In May 2013 I found myself coping with depression. Through the fog I reasoned that if I felt this bad, it would be difficult to feel any worse so why not take a risk? I had repeatedly tried to have a poetry collection published; if I approached a publisher now I would hardly feel the sting of rejection when it came. It would only be the cherry topping of pique on my black forest gateau of despair. I sent some of my poems to Elliot Robinson at Playdead Press. He agreed to publish my book. Some people, I thought morosely, would do anything to spite me.
Putting together a poetry collection is like arranging a mosaic. You are working with existing pieces rather than drafting something new. I had roughly a hundred published poems from twenty years of writing. The poems seemed to fall into several groups. Places were important and indirectly established a chronology: there were poems about Dawlish, the seaside town in Devon where I grew up; I’d moved to London in search of a career; my wife is German and several of my poems were about my growing love of the German landscape and culture; in recent years we had bought a house in Margate, another seaside town but a far more impoverished one than Dawlish.

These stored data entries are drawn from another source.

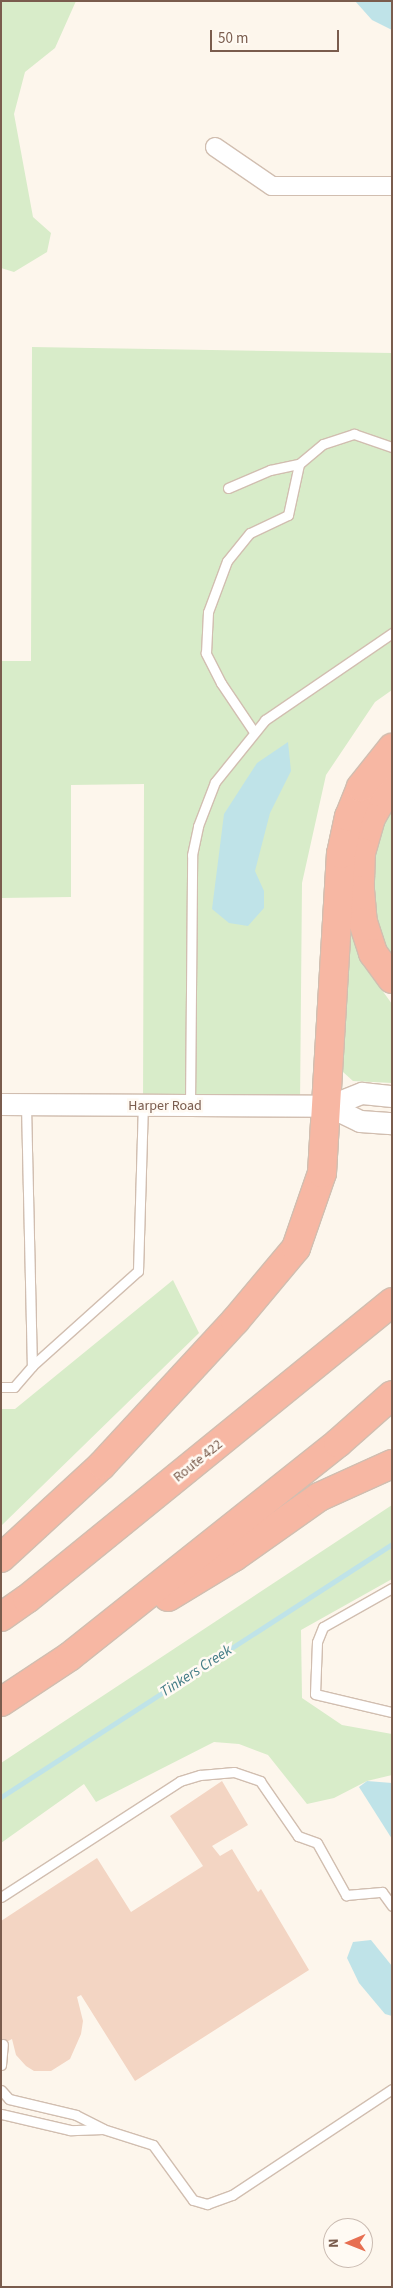 <!DOCTYPE html>
<style>
body{margin:0}
#map{position:relative;width:393px;height:2288px;overflow:hidden;background:#fdf6ec;font-family:"Source Sans 3",sans-serif}
div>[style]{position:absolute}
[style*='--x']{left:calc(var(--x)*1px);top:calc(var(--y)*1px);width:calc(var(--w)*1px);rotate:calc(var(--a)*1deg)}
.green>*{inset:0;background:#d8ecc9}
.water>*{inset:0;background:#bfe3e8}
.stream>*{height:5px;margin:-2.5px;padding:0 2.5px;transform-origin:2.5px;border-radius:2.5px;background:#bfe3e8}
.building>*{inset:0;background:#f3d5c3}
.roads{filter:drop-shadow(1px 0 #d1beb0) drop-shadow(-1px 0 #d1beb0) drop-shadow(0 1px #d1beb0) drop-shadow(0 -1px #d1beb0)}
.service>*{height:9px;margin:-4.5px;padding:0 4.5px;transform-origin:4.5px;border-radius:4.5px;background:#fff}
.minor>*{height:18px;margin:-9px;padding:0 9px;transform-origin:9px;border-radius:9px;background:#fff}
.tertiary>*{height:21px;margin:-10.5px;padding:0 10.5px;transform-origin:10.5px;border-radius:10.5px;background:#fff}
.motorway>*{height:28px;margin:-14px;padding:0 14px;transform-origin:14px;border-radius:14px;background:#f7b7a3}
span{translate:-50% -50%;white-space:nowrap;text-align:center;line-height:1.15;-webkit-text-stroke:5px #fffaf3;paint-order:stroke}
.street-label{font-size:14px;color:#7a5c4d}
.water-label{font-size:15px;color:#437c86;font-style:italic}
.frame{position:absolute;inset:0;border:2px solid #7a5c4d;pointer-events:none}
.north{position:absolute;left:323px;top:2218px;width:50px;height:50px;box-sizing:border-box;background:#fffaf3;border:1px solid #cabbb1;border-radius:50%;rotate:269deg;font-size:14px;font-weight:700;line-height:20px;text-align:center;color:#7a5c4d}
.north::after{content:'';display:block;margin:auto;width:18px;height:22px;background:#e76f51;clip-path:polygon(50% 0,100% 100%,50% 72%,0 100%)}
.scale{position:absolute;left:210px;top:30px;width:129px;height:22px;box-sizing:border-box;border:2px solid #7a5c4d;border-top:0;padding-left:6px;font-size:15px;line-height:18px;white-space:nowrap;color:#7a5c4d;-webkit-text-stroke:4px #fffaf3;paint-order:stroke}
</style>
<div id="map">
<div class="green">
<i style="clip-path:polygon(1px 1px,76px 1px,55px 48px,25px 72px,14px 114px,33px 217px,51px 233px,47px 252px,14px 272px,1px 268px)"></i>
<i style="clip-path:polygon(32px 347px,392px 353px,392px 690px,375px 702px,326px 775px,302px 883px,300px 1106px,143px 1106px,144px 784px,71px 785px,71px 897px,1px 898px,1px 661px,31px 661px)"></i>
<i style="clip-path:polygon(392px 793px,392px 966px,367px 893px,369px 852px)"></i>
<i style="clip-path:polygon(351px 925px,366px 968px,392px 1004px,392px 1083px,353px 1081px,343px 1072px,340px 1040px,343px 926px)"></i>
<i style="clip-path:polygon(173px 1280px,199px 1333px,1px 1526px,1px 1409px,15px 1409px)"></i>
<i style="clip-path:polygon(392px 1505px,392px 1579px,301px 1630px,302px 1698px,342px 1725px,392px 1734px,392px 1775px,367px 1781px,334px 1798px,307px 1804px,268px 1755px,239px 1744px,214px 1742px,96px 1802px,84px 1784px,1px 1843px,1px 1763px)"></i>
</div>
<div class="water">
<i style="clip-path:polygon(355px 1px,392px 1px,392px 30px,372px 20px)"></i>
<i style="clip-path:polygon(288px 742px,291px 771px,270px 813px,255px 871px,264px 891px,264px 908px,248px 926px,229px 923px,212px 909px,224px 814px,257px 763px)"></i>
<i style="clip-path:polygon(367px 1781px,392px 1783px,392px 1839px,359px 1787px)"></i>
<i style="clip-path:polygon(371px 1940px,392px 1966px,392px 2016px,385px 2014px,359px 1983px,347px 1958px,353px 1942px)"></i>
</div>
<div class="stream">
<i style="--x:1;--y:1797;--w:466;--a:-32.9"></i>
</div>
<div class="building">
<i style="clip-path:polygon(222px 1781px,248px 1825px,212px 1846px,220px 1856px,232px 1849px,258px 1892px,261px 1889px,309px 1970px,135px 2081px,81px 1995px,77px 1997px,83px 2021px,81px 2034px,70px 2059px,51px 2071px,34px 2071px,26px 2066px,16px 2055px,12px 2039px,1px 2045px,1px 1921px,97px 1858px,131px 1912px,203px 1866px,170px 1816px)"></i>
</div>
<div class="roads">
<div class="service">
<i style="--x:228;--y:488;--w:46;--a:-23.2"></i>
<i style="--x:270;--y:470;--w:30;--a:-12"></i>
<i style="--x:254;--y:732;--w:59;--a:-124"></i>
<i style="--x:221;--y:683;--w:34;--a:-117"></i>
<i style="--x:206;--y:653;--w:41;--a:-87.2"></i>
<i style="--x:208;--y:612;--w:54;--a:-69.6"></i>
<i style="--x:227;--y:561;--w:36;--a:-51"></i>
<i style="--x:250;--y:533;--w:42;--a:-25.3"></i>
<i style="--x:288;--y:515;--w:52;--a:-77.8"></i>
<i style="--x:299;--y:464;--w:31;--a:-40"></i>
<i style="--x:323;--y:444;--w:33;--a:-18"></i>
<i style="--x:354;--y:434;--w:40;--a:18.9"></i>
<i style="--x:26;--y:1105;--w:261;--a:88.7"></i>
<i style="--x:32;--y:1366;--w:142;--a:-41.9"></i>
<i style="--x:138;--y:1271;--w:165;--a:-88.3"></i>
<i style="--x:190;--y:1106;--w:251;--a:-89.5"></i>
<i style="--x:192;--y:855;--w:30;--a:-78"></i>
<i style="--x:198;--y:826;--w:47;--a:-68.9"></i>
<i style="--x:215;--y:782;--w:80;--a:-51.1"></i>
<i style="--x:265;--y:720;--w:154;--a:-34.4"></i>
<i style="--x:1;--y:1387;--w:13;--a:0"></i>
<i style="--x:14;--y:1387;--w:28;--a:-49"></i>
<i style="--x:392;--y:1588;--w:79;--a:150.5"></i>
<i style="--x:323;--y:1627;--w:16;--a:112"></i>
<i style="--x:317;--y:1642;--w:52;--a:92.2"></i>
<i style="--x:315;--y:1694;--w:79;--a:13.2"></i>
<i style="--x:1;--y:1897;--w:213;--a:-32.9"></i>
<i style="--x:180;--y:1781;--w:21;--a:-17"></i>
<i style="--x:200;--y:1775;--w:34;--a:-5"></i>
<i style="--x:234;--y:1772;--w:28;--a:19"></i>
<i style="--x:260;--y:1781;--w:67;--a:55.4"></i>
<i style="--x:298;--y:1836;--w:20;--a:20"></i>
<i style="--x:317;--y:1843;--w:60;--a:60.9"></i>
<i style="--x:346;--y:1895;--w:36;--a:-5"></i>
<i style="--x:382;--y:1892;--w:17;--a:54"></i>
<i style="--x:1;--y:2065;--w:21;--a:-85"></i>
<i style="--x:1;--y:2090;--w:12;--a:48"></i>
<i style="--x:9;--y:2099;--w:69;--a:13.4"></i>
<i style="--x:76;--y:2115;--w:30;--a:27"></i>
<i style="--x:103;--y:2129;--w:33;--a:178"></i>
<i style="--x:70;--y:2130;--w:71;--a:-166.9"></i>
<i style="--x:103;--y:2129;--w:52;--a:17.7"></i>
<i style="--x:153;--y:2145;--w:68;--a:54"></i>
<i style="--x:193;--y:2200;--w:15;--a:16"></i>
<i style="--x:207;--y:2204;--w:27;--a:-20"></i>
<i style="--x:232;--y:2195;--w:192;--a:-33.5"></i>
</div>
<div class="minor">
<i style="--x:215;--y:147;--w:69;--a:34.4"></i>
<i style="--x:272;--y:186;--w:120;--a:0"></i>
</div>
<div class="tertiary">
<i style="--x:1;--y:1104;--w:328;--a:0.3"></i>
<i style="--x:329;--y:1106;--w:35;--a:-22"></i>
<i style="--x:362;--y:1093;--w:30;--a:6"></i>
<i style="--x:329;--y:1106;--w:34;--a:26"></i>
<i style="--x:360;--y:1121;--w:32;--a:4"></i>
</div>
<div class="motorway">
<i style="--x:392;--y:781;--w:43;--a:119.6"></i>
<i style="--x:371;--y:818;--w:35;--a:106"></i>
<i style="--x:361;--y:852;--w:38;--a:92"></i>
<i style="--x:360;--y:890;--w:32;--a:85"></i>
<i style="--x:363;--y:922;--w:33;--a:72"></i>
<i style="--x:373;--y:953;--w:32;--a:54"></i>
<i style="--x:1;--y:1558;--w:137;--a:-42.6"></i>
<i style="--x:102;--y:1465;--w:196;--a:-47.3"></i>
<i style="--x:235;--y:1321;--w:95;--a:-50.1"></i>
<i style="--x:296;--y:1248;--w:79;--a:-70.9"></i>
<i style="--x:322;--y:1173;--w:320;--a:-86.6"></i>
<i style="--x:341;--y:854;--w:38;--a:-78"></i>
<i style="--x:349;--y:817;--w:32;--a:-68"></i>
<i style="--x:361;--y:787;--w:50;--a:-51.5"></i>
<i style="--x:168;--y:1597;--w:77;--a:-31.2"></i>
<i style="--x:234;--y:1557;--w:104;--a:-35.2"></i>
<i style="--x:319;--y:1497;--w:80;--a:-24.3"></i>
<i style="--x:1;--y:1617;--w:32;--a:-35"></i>
<i style="--x:27;--y:1599;--w:471;--a:-39.1"></i>
<i style="--x:1;--y:1702;--w:82;--a:-33.5"></i>
<i style="--x:69;--y:1657;--w:344;--a:-38.5"></i>
<i style="--x:338;--y:1443;--w:72;--a:-41.6"></i>
</div>
</div>
<div class="street-label">
<span style="left:165px;top:1106px">Harper Road</span>
<span style="left:198px;top:1461px;rotate:-39deg">Route 422</span>
</div>
<div class="water-label">
<span style="left:196px;top:1671px;rotate:-33deg">Tinkers Creek</span>
</div>
<div class="frame"></div>
<div class="north">N</div>
<div class="scale">50 m</div>
</div>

Alongside the poems involving places, there were recurrent themes. Several poems were about the theatre (I had worked as a theatre usher for both the Royal Shakespeare Company and the National Theatre). There were poems about the minor dishonesties of social behaviour, inspired by Thomas Hardy’s Satires of Circumstance (1914), which I hoped were witty. There were poems about love, depression and paintings. I excluded about twenty poems because they duplicated things that were said better in another place, or they had lines I no longer liked. Initially, I planned to end the collection with the sequence of love poems as a final ‘cry from the heart’. I’m glad I changed my mind and put the love poems in the middle; they now seem like an important part of the whole rather than a wayward digression in the last few pages or a makeweight brought in to plump out an otherwise skinny book.
My title, The Status of the Cat, came from a section of poems involving cats. I am not a cat fanatic, likely to appear in future author photos clutching an embarrassed feline, but my book is about survival; cats proverbially have nine lives and always lands on his feet, they make good role models. The book came out in February 2014. It continues to prowl the bookshops while I have moved on to the next of my nine lives.